EXERCISE REQUIREMENTS:
A single number is required: how many lines in the entries hold the word "linejoin".
--
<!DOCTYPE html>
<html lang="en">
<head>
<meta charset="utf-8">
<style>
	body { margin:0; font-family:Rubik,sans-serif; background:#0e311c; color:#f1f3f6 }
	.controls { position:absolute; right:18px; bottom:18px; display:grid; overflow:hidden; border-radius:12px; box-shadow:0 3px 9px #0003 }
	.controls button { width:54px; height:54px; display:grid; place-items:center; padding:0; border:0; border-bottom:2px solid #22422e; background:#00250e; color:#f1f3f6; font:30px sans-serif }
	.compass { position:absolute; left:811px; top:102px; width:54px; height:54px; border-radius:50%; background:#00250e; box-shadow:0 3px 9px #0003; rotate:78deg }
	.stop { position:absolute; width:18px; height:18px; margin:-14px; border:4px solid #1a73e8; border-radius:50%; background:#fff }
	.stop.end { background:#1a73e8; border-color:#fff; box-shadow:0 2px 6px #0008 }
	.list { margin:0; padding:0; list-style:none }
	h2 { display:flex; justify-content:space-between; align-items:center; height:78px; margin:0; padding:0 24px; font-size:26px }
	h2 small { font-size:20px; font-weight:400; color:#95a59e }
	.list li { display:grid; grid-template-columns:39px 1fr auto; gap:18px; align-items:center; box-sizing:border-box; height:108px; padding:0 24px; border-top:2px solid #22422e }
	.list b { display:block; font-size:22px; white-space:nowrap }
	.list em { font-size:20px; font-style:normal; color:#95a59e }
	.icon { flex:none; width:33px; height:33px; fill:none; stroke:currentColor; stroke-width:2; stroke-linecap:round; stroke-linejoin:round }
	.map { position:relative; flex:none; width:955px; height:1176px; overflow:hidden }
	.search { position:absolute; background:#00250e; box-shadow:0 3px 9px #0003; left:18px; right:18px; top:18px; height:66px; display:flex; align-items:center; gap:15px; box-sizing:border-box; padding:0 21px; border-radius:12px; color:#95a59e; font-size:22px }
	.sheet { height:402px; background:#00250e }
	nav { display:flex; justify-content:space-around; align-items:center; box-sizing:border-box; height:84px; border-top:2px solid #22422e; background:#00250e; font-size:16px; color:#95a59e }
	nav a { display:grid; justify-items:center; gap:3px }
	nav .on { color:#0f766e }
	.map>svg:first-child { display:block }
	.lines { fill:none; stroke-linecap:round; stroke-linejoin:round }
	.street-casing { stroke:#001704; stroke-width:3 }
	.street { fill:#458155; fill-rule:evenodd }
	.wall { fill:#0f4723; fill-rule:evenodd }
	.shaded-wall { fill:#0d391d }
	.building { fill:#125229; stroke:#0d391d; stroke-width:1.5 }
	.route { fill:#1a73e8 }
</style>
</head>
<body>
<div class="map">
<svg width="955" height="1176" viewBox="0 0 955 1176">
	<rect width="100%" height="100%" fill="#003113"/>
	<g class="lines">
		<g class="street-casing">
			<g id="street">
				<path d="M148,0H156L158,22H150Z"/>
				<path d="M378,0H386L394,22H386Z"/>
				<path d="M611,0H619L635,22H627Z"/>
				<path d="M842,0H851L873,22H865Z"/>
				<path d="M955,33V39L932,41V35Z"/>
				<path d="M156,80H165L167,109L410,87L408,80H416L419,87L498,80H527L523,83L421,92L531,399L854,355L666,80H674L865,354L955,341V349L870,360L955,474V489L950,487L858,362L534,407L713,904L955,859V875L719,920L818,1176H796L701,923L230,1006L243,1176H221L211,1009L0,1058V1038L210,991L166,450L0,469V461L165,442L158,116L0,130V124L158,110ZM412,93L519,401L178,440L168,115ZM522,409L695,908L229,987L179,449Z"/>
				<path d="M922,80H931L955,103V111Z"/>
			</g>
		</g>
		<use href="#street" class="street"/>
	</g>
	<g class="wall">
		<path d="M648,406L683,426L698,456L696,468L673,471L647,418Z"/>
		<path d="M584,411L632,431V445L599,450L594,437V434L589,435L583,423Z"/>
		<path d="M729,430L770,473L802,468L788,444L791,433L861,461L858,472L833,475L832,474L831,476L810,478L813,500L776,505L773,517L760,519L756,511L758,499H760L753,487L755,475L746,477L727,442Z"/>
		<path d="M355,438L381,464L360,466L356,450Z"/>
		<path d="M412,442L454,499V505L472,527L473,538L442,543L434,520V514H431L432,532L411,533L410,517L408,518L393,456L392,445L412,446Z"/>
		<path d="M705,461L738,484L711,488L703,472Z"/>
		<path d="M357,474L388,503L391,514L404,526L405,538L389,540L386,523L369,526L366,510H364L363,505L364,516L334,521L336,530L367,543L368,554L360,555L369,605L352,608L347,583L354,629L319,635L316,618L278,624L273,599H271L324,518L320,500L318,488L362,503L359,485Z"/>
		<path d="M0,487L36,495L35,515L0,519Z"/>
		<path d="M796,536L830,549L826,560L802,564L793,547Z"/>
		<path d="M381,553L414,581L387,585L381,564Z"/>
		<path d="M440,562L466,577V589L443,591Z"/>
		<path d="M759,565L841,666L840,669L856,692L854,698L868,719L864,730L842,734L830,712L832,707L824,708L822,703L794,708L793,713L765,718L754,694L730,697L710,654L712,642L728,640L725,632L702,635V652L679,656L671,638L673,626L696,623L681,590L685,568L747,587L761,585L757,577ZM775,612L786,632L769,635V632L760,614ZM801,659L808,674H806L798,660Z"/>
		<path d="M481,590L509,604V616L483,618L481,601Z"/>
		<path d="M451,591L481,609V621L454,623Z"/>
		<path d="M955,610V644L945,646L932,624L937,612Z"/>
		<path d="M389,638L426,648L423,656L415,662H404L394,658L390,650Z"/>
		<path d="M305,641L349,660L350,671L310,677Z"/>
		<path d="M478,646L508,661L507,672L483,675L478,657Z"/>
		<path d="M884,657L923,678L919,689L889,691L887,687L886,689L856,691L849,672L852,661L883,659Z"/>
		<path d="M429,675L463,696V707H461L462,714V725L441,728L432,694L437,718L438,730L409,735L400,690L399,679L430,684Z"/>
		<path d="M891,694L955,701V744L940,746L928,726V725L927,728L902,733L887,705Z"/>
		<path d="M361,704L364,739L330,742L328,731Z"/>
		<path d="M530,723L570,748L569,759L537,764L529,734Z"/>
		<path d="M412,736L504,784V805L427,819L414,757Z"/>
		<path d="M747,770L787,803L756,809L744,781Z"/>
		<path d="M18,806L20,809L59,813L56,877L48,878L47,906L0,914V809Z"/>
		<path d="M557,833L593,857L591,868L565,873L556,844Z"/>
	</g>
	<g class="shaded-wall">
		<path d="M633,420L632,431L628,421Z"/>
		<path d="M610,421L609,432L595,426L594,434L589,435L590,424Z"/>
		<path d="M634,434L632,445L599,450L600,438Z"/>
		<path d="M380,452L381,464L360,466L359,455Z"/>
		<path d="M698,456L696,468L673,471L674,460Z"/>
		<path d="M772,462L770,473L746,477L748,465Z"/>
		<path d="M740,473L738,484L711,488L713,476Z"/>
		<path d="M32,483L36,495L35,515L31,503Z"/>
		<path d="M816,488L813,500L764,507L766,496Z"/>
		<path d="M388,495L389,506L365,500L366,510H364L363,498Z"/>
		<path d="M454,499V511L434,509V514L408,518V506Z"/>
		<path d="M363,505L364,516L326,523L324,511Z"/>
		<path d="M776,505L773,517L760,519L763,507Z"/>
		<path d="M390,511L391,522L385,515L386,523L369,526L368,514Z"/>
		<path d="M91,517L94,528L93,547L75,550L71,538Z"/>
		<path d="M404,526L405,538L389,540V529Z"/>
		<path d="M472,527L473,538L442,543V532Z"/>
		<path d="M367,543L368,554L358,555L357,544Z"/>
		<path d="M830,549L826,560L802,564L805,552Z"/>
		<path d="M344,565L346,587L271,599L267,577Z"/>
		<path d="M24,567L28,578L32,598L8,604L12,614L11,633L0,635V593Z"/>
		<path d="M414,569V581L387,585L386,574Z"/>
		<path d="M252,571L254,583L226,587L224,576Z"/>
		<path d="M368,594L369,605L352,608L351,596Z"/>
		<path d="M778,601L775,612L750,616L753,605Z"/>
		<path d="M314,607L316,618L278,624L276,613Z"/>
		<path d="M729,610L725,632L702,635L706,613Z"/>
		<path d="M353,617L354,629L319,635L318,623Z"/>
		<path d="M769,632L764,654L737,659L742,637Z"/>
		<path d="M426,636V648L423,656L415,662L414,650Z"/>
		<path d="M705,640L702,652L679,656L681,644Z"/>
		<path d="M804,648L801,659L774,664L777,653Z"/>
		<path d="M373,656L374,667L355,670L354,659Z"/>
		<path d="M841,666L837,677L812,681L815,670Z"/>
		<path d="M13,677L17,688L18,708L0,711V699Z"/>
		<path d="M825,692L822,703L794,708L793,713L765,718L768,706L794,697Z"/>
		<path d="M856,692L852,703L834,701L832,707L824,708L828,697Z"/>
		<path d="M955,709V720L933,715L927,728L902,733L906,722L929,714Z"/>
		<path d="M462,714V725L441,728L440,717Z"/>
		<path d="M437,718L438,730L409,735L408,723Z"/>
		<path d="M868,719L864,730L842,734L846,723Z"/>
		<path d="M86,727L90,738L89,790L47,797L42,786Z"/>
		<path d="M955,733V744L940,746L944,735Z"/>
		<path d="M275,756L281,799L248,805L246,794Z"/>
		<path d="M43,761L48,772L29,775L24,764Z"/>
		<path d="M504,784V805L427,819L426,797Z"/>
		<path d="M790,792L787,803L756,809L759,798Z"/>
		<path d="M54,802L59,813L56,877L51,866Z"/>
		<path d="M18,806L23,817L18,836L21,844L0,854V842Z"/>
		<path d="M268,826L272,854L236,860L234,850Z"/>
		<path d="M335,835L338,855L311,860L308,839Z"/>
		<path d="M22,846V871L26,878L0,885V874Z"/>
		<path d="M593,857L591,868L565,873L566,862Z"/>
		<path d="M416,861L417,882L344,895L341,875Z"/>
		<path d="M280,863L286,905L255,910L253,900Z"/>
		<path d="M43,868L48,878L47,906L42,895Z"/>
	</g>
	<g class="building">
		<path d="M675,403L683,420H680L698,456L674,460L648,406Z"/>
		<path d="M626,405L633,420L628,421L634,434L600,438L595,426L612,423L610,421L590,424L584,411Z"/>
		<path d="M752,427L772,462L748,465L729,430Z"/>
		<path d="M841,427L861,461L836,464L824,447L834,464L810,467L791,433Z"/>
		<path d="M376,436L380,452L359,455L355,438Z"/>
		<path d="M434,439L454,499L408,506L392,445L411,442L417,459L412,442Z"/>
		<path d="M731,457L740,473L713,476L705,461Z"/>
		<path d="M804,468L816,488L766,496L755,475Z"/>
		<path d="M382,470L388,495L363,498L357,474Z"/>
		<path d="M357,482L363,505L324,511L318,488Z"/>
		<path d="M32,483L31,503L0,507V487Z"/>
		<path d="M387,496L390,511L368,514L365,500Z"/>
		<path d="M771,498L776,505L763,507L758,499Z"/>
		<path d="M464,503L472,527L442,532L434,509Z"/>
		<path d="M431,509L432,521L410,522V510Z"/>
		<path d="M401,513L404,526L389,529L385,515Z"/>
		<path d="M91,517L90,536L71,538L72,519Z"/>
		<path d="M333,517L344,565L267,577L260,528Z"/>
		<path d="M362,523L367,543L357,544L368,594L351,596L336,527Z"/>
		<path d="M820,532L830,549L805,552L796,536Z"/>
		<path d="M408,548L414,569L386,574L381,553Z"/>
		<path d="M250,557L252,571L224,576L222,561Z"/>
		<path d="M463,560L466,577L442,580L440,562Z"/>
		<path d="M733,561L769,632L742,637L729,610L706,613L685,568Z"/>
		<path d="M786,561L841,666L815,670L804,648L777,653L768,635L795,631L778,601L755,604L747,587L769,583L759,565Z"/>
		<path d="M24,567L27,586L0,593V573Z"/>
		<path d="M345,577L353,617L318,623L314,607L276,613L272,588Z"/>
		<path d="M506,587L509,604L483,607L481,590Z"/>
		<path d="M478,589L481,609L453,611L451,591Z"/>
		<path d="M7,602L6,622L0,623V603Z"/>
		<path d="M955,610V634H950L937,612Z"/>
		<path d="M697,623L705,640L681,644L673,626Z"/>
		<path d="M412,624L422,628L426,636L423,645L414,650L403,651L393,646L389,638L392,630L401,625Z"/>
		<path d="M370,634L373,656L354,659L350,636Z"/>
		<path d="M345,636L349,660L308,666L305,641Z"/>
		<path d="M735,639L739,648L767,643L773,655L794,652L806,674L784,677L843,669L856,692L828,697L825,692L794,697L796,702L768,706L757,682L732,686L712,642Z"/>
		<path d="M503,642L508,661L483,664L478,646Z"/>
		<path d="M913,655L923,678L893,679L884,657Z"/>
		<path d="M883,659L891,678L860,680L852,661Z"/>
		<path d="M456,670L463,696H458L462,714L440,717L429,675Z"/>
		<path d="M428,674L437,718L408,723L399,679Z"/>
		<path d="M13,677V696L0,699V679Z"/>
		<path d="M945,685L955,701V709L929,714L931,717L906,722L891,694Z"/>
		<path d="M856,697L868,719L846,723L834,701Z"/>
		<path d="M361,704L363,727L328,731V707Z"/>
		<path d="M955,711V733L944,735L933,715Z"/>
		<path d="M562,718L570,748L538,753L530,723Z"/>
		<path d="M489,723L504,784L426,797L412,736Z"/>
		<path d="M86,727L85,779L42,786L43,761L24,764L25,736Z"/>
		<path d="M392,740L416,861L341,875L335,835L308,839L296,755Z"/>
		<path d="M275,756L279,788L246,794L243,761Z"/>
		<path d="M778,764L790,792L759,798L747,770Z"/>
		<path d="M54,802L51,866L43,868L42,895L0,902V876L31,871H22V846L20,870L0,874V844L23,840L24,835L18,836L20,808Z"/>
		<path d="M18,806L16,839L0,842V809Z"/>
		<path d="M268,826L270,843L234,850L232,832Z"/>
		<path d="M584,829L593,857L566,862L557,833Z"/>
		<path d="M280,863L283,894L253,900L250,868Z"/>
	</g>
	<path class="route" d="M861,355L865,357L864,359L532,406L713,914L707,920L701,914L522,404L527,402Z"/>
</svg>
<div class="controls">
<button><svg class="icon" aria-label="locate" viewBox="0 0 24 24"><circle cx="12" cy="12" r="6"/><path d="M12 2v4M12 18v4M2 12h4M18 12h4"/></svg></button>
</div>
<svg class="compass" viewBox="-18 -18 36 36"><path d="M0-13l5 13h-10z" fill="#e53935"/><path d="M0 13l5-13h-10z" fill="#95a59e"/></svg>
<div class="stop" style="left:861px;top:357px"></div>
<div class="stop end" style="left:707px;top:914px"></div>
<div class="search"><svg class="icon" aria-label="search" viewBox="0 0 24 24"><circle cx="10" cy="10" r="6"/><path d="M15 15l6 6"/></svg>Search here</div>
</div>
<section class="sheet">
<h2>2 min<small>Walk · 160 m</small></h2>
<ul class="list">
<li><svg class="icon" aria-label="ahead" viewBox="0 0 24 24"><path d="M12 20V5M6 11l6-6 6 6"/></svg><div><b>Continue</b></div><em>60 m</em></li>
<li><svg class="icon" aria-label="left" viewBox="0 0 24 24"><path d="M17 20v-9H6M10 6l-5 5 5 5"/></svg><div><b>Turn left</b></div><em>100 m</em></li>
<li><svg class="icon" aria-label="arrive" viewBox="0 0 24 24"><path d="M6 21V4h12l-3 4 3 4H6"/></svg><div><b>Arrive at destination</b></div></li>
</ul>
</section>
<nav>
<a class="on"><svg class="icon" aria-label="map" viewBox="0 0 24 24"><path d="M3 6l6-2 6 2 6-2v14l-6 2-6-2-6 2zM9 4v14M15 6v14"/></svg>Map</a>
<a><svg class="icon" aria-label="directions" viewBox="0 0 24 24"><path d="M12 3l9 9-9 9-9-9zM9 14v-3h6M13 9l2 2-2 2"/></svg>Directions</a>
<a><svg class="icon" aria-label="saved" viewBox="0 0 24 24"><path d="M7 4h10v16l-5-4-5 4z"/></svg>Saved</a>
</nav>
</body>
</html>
--
REPLY:
2